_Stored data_
-.-.-

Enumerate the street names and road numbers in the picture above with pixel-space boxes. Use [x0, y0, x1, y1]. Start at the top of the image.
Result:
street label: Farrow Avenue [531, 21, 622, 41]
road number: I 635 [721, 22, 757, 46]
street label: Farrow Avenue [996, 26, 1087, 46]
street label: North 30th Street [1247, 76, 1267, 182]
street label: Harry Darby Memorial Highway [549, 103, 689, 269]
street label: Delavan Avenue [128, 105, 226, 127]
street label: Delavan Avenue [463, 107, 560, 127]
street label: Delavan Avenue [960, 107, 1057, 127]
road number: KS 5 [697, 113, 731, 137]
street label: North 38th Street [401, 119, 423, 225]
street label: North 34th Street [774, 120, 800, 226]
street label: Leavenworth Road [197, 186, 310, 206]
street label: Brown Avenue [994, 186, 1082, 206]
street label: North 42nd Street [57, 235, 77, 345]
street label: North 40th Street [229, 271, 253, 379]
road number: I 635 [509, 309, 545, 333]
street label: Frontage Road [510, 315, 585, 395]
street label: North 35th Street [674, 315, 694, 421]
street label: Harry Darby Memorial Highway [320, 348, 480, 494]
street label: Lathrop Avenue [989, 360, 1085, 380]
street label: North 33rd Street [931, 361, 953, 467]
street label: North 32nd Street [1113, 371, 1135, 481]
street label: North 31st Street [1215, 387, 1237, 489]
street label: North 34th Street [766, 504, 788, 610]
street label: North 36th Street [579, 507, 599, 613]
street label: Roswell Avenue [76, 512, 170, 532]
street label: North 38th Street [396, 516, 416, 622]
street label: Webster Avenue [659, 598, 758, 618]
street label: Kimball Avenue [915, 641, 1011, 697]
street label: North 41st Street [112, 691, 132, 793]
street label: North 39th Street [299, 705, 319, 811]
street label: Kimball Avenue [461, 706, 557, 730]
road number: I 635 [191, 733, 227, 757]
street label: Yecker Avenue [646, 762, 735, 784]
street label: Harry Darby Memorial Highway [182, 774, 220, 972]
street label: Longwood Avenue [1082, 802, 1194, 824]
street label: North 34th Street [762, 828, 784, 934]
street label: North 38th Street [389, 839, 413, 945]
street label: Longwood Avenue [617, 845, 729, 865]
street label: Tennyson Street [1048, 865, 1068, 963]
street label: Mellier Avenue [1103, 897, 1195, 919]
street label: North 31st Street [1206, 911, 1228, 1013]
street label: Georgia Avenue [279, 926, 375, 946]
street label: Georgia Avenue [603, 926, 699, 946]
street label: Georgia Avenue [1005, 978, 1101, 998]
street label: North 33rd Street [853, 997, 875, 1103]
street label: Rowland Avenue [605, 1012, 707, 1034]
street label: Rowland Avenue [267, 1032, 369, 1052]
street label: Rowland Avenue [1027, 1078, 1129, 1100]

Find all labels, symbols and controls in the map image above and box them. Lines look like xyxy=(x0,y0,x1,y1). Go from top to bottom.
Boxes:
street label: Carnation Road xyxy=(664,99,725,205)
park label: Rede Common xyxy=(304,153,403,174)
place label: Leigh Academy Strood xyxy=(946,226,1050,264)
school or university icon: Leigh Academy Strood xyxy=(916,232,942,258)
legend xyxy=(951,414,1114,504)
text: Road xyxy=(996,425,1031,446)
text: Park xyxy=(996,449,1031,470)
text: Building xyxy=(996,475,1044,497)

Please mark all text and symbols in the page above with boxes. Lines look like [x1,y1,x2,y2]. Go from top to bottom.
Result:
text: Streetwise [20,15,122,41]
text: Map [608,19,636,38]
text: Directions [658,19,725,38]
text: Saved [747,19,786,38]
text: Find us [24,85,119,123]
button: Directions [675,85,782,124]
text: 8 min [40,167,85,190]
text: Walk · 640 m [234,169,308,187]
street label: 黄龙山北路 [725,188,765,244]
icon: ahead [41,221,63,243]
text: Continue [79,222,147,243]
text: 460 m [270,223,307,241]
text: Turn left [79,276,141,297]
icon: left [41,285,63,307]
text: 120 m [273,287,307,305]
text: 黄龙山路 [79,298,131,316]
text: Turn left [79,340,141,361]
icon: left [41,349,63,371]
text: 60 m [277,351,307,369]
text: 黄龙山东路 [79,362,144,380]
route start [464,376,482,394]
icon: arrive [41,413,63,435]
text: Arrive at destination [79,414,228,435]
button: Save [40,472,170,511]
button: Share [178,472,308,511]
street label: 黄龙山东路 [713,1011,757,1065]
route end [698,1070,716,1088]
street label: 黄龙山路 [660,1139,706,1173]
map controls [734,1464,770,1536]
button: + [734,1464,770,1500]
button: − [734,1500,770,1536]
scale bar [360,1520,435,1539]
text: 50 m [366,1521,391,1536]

-.-.-

Report every line of the entries that carries the word "above".

_Task answer_
Enumerate the street names and road numbers in the picture above with pixel-space boxes. Use [x0, y0, x1, y1]. Start at the top of the image.
Find all labels, symbols and controls in the map image above and box them. Lines look like xyxy=(x0,y0,x1,y1). Go from top to bottom.
Please mark all text and symbols in the page above with boxes. Lines look like [x1,y1,x2,y2]. Go from top to bottom.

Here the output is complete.